Alguns com quatro, outros com cinco e, no máximo, oito rodadas disputadas. Há inclusive equipe que disputou apenas uma partida.

Várias fórmulas de disputa diferentes.

Nos nove principais regionais - BA, SC, RS, GO, RJ, MG, PR, SP e PE – considero aqueles que possuem equipes na Série A, em seis deles há equipes que ainda não sentiram o doce gostinho dos três pontos.

No campeonato gaúcho, disputado por 16 clubes, divididos em dois grupos, o Avenida e o Brasil, de Pelotas, ambos do grupo A, não sabem o que é vencer. A maioria das equipes, inclusive o Avenida, disputou cinco partidas. O Brasil estreou na competição na última terça-feira, empatando em 3 a 3, com o São José, após o acidente que a delegação sofreu durante a pré-temporada.

Em Goiás o campeonato conta com 12 equipes, também divididas em dois grupos. O lanterna do grupo A é o Anápolis, com dois pontos; o do grupo B é o Jataiense, também com apenas dois empates.

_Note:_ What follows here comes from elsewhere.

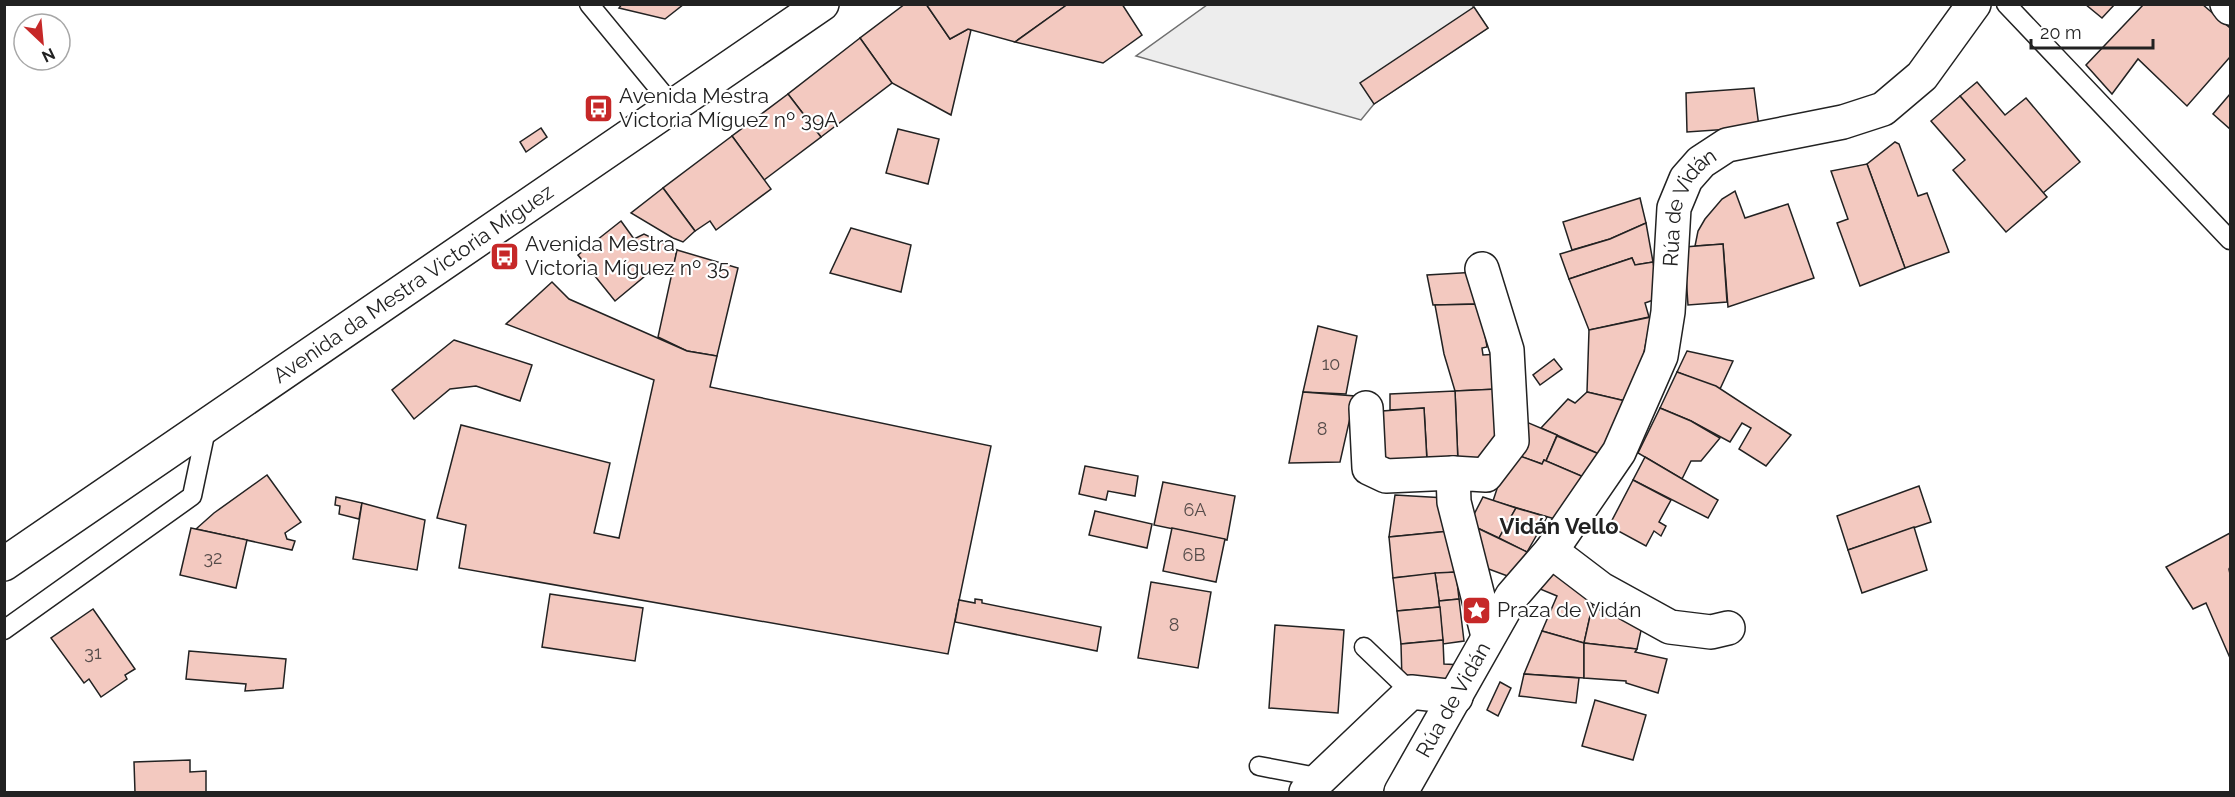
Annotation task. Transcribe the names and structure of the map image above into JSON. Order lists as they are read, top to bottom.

A Taça Guanabara é mais um certame dividido em grupos. E os dois piores da competição estão no grupo B. Friburguense, 2 pontos e Bangu, apenas um empate.

No Campeonato Parananense, 15 clubes jogam entre si na primeira fase. Paranavaí (3 empates em quatro jogos) e o Cascavel (um empate), ainda não triunfaram.

O Paulista tem a mesma fórmula do paranaense, mas com 20 clubes. O Marília, com dois pontos, e o Noroeste, com um ponto apenas, ainda não venceram.

O caso mais impressionante é o do Campeonato Mineiro. Disputado por doze clubes, todos contra todos, em turno único, a metade das equipes ainda não triunfou nas duas primeiras rodadas. Dois deles, se não venceram, estão invictos. Tupi e Atlético tem dois empates cada. O Social empatou na estreia e foi derrotado na rodada passada. Guarani, Uberlândia e Villa Nova perderam as três partidas que disputaram.

As três são as piores equipes destes estaduais analisados pois ainda não conquistaram nem mesmo um empate.